NOW AVAILABLE! "DIALOG BISU"

Senin, 27 Juni 2011

Aku Hanya Ingin Tidur

Aku meragu, pada malam yang telah mendusta demi seonggok nafsu. Berkali-kali kudengar dentang kentongan yang sayup terdengar dari pos satpam blok sebelah, seakan menegaskan bahwa aku harus benar-benar lelap dalam kejayaan bulan. Apa daya, memang tak dapat kubohongi rintik hujan sore ini, meski yang datang hanya seberkas gerimis duka setelah lama kurindu belainya.
Lalu, pada siapa aku berteriak? Kabut malamkah? Atau pada beberapa playlist yang kuputar berulang kali agar tertutup kemunafikanku saat sedang bercengkerama dengan ujung maut? Ah, aku sedikit amnesia pendek saat kucoba menulis namaku di atas sebuah nisan bertema batu alam. Atau aku memang belum siap menyambut maut?
Malam itu aku benar-benar harus lelap, tenggelam dalam kesombongan bulan yang telah membulat tak terhalang awan maupun bintang.
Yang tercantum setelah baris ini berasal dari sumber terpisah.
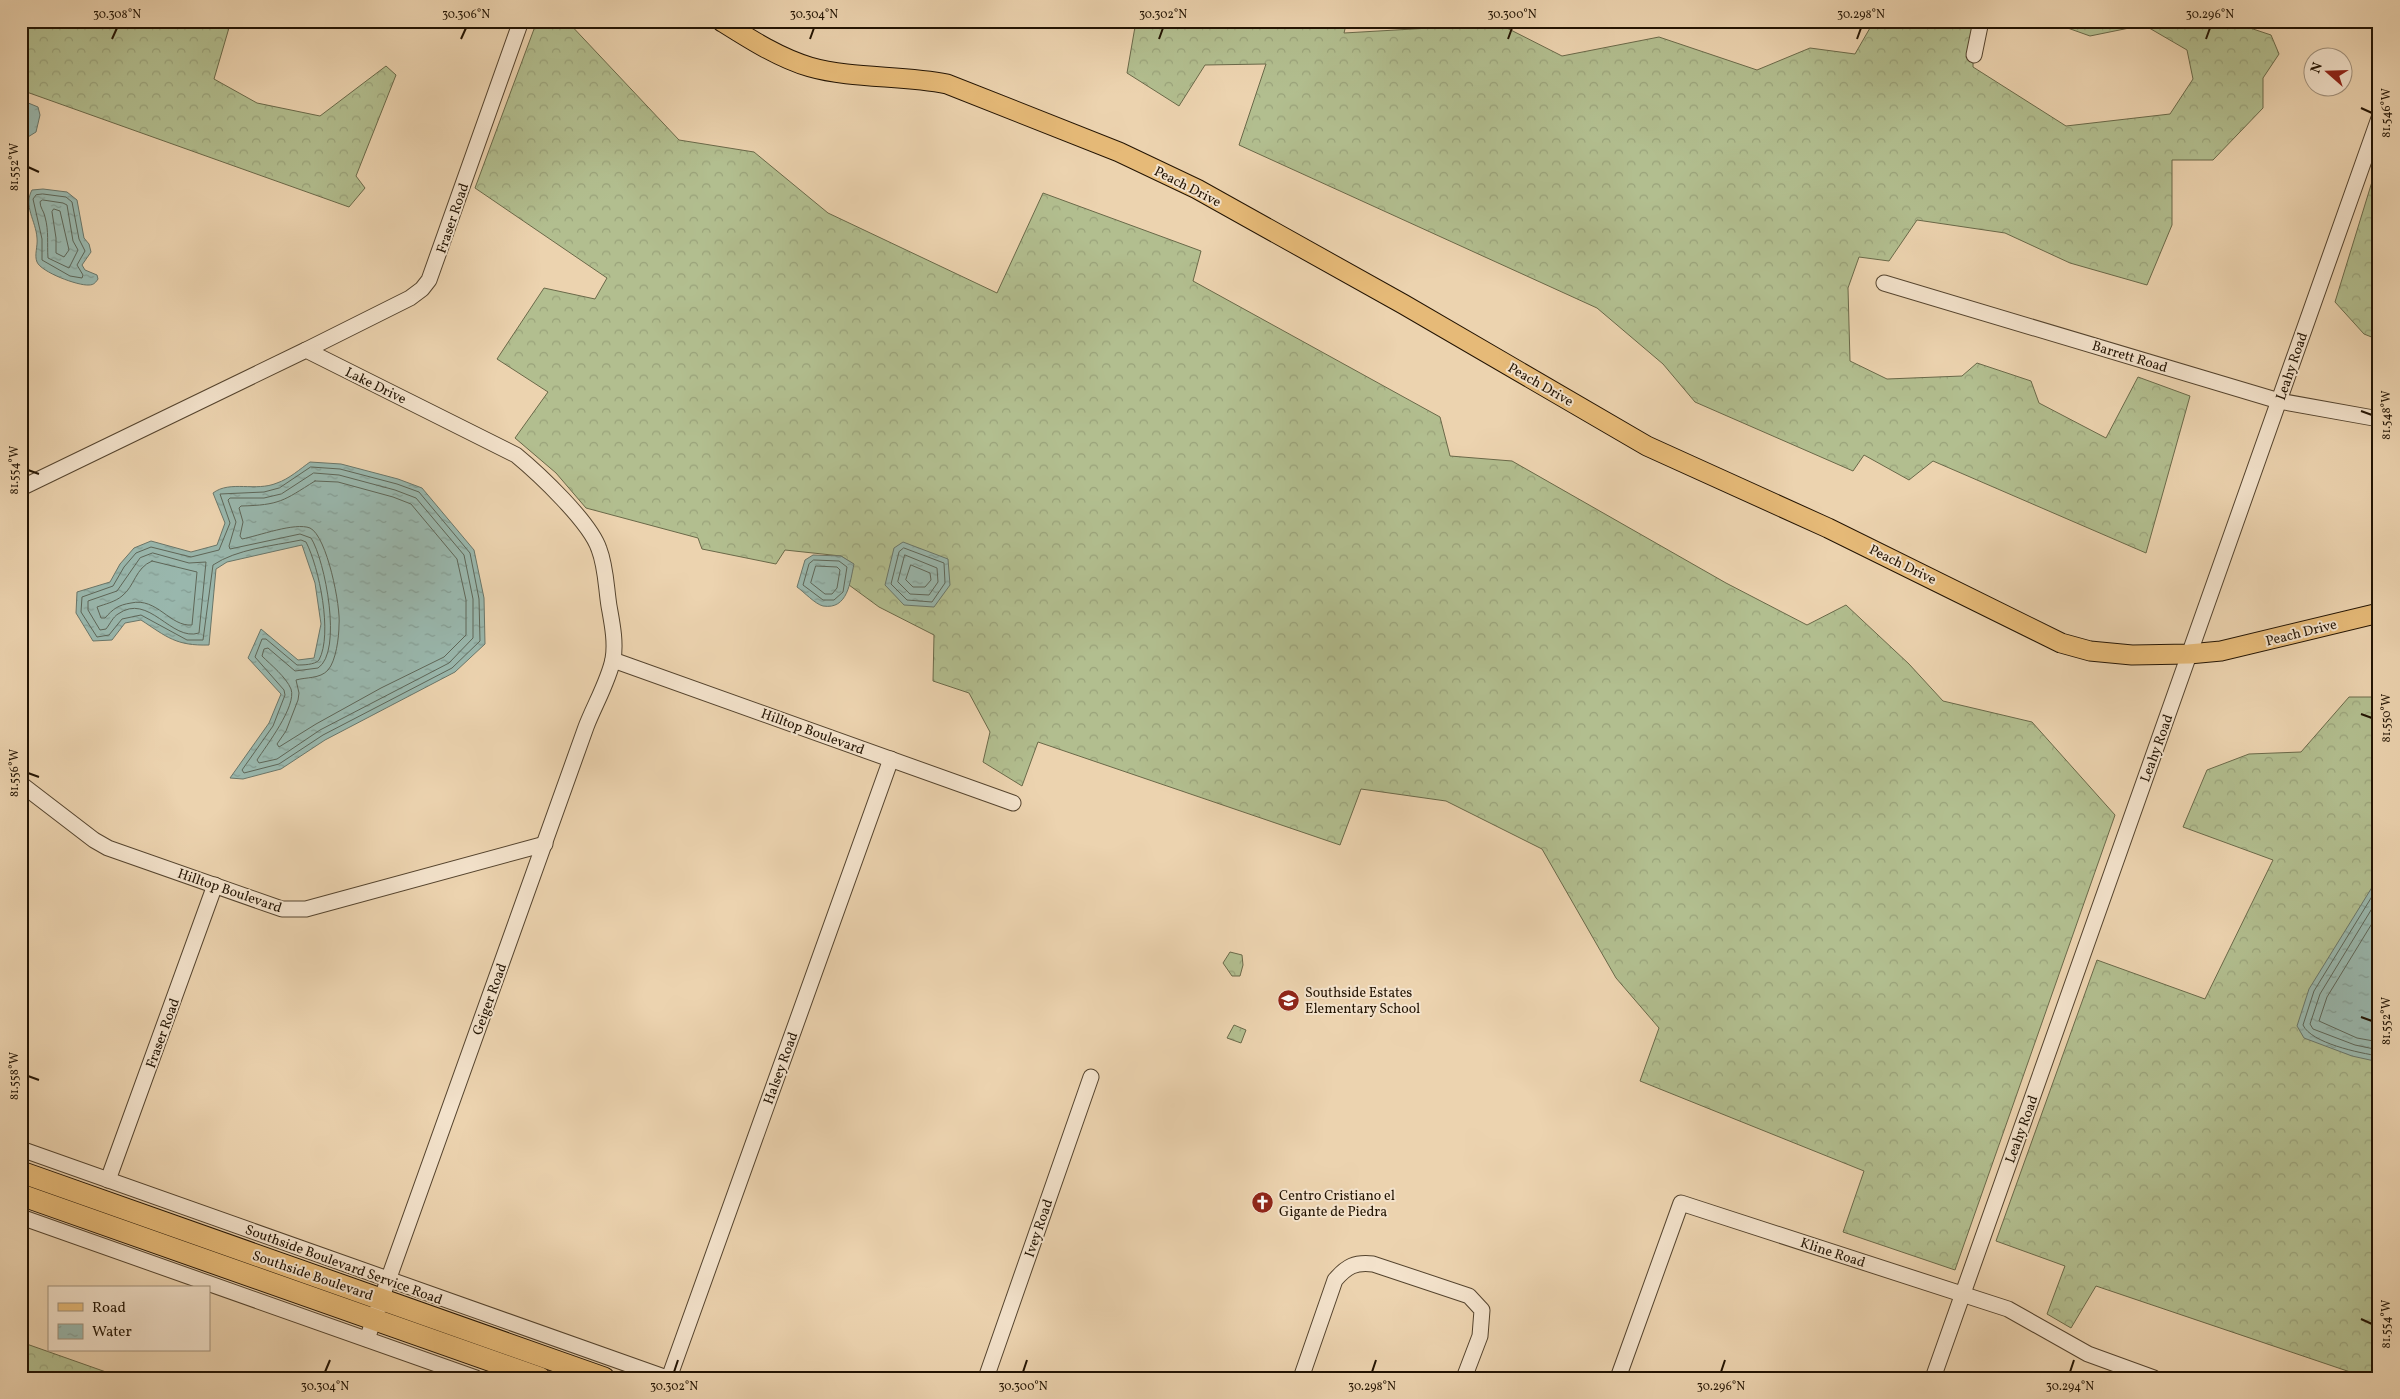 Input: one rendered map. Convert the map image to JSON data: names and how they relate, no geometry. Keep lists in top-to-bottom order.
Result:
{
  "streets": {
    "highway": ["Southside Boulevard"],
    "main road": ["Peach Drive"],
    "street": [
      "Fraser Road",
      "Barrett Road",
      "Leahy Road",
      "Lake Drive",
      "Hilltop Boulevard",
      "Geiger Road",
      "Halsey Road",
      "Ivey Road",
      "Kline Road",
      "Southside Boulevard Service Road"
    ]
  },
  "crossings": [
    ["Peach Drive", "Leahy Road"],
    ["Fraser Road", "Lake Drive"],
    ["Fraser Road", "Hilltop Boulevard"],
    ["Fraser Road", "Southside Boulevard Service Road"],
    ["Barrett Road", "Leahy Road"],
    ["Leahy Road", "Kline Road"],
    ["Lake Drive", "Hilltop Boulevard"],
    ["Lake Drive", "Geiger Road"],
    ["Hilltop Boulevard", "Geiger Road"],
    ["Hilltop Boulevard", "Halsey Road"],
    ["Geiger Road", "Southside Boulevard Service Road"],
    ["Geiger Road", "Southside Boulevard"],
    ["Halsey Road", "Southside Boulevard Service Road"],
    ["Southside Boulevard Service Road", "Southside Boulevard"]
  ],
  "places": {
    "school or university": ["Southside Estates Elementary School"],
    "church": ["Centro Cristiano el Gigante de Piedra"]
  },
  "legend": ["Road", "Water"],
  "north": "left",
  "coordinates": [
    "30.308°N",
    "30.306°N",
    "30.304°N",
    "30.302°N",
    "30.300°N",
    "30.298°N",
    "30.296°N",
    "81.546°W",
    "81.552°W",
    "81.548°W",
    "81.554°W",
    "81.550°W",
    "81.556°W",
    "81.558°W",
    "30.294°N"
  ]
}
Harusnya aku paham bahwa pagi buta nanti akan kugadaikan harga diriku untuk sebuah pidato singkat, demi mendapatkan sebutir nilai jiwa yang tak pernah akan membuat orang tuaku tersenyum sumringah. Meski telah kusiapkan gelak tawa palsu ini, guna memaksa guratan senyum di ujung bibir mereka.
Ternyata aku mulai bangun, karena tiga cangkir kopi yang berhasil mengganjal kelopak mata agar tak pernah surut mengawasi perpindahan gerak bulan, yang perlahan mulai meninggalkan malam, dan menyambut fajar untuk matahari. Harusnya hujanku datang, bukan gerimis seperti sore itu. Harusnya aku tenggelam dalam banjir air mata karena derasnya sodoran semangat. Entah kapan aku akan mampu menangkis ganjalan kopi ini. Entah, apa aku masih bisa bangun untuk kembali menyambut reinkarnasi, semoga tetap utuh menjadi manusia yang bersih.
Dan mungkin aku terlalu lelah menghirup noda hitam saat itu, hujan yang pernah kuceritakan tentang kelegaman airnya, yang tak pernah kusuka. Namun aku terlanjur merangkainya menjadi potongan-potongan kenangan, meski faktanya tak ingin kusibak halaman itu, namun yang ada memang sebuah kenangan kelam.
Malam ini benar-benar tak akan pernah lelap. Aku hanya ingin tidur. Melepas segala bagian tubuh yang kupaksa menempel dengan lem kayu. Aku hanya lelah. Aku hanya tak sehat. Aku butuh istirahat. Benar-benar tidur, panjang.